[Opening Data shown section]

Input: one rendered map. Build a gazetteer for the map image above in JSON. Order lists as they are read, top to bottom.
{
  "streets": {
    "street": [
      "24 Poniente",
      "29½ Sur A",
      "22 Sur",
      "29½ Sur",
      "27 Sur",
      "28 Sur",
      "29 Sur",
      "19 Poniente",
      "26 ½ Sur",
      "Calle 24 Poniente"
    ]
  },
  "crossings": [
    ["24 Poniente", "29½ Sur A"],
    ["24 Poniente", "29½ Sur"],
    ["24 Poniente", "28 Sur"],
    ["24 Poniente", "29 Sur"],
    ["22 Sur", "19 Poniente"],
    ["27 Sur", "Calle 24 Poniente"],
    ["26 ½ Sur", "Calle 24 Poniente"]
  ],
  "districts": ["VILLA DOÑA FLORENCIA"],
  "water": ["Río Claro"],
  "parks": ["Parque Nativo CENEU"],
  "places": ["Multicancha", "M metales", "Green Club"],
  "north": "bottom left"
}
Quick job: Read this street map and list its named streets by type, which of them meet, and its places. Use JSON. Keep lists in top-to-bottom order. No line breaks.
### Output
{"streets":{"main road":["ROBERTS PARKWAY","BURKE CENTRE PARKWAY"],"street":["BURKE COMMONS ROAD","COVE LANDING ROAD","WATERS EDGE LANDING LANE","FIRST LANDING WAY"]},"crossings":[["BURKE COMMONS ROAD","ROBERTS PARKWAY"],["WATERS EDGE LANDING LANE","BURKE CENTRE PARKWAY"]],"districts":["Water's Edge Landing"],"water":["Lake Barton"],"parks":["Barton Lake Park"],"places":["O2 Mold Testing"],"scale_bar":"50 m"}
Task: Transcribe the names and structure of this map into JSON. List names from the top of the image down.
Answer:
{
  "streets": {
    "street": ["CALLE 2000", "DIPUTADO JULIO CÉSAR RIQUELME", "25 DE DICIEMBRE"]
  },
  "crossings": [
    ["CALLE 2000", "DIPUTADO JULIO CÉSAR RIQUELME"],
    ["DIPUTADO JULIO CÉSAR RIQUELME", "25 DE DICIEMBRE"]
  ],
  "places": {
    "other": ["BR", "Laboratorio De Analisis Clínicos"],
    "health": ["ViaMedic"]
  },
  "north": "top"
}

[Closing Data shown section]

* _Your task_
Copy out, from the listing above, every line that contains the word "this".

* _Written solution_
Quick job: Read this street map and list its named streets by type, which of them meet, and its places. Use JSON. Keep lists in top-to-bottom order. No line breaks.
Task: Transcribe the names and structure of this map into JSON. List names from the top of the image down.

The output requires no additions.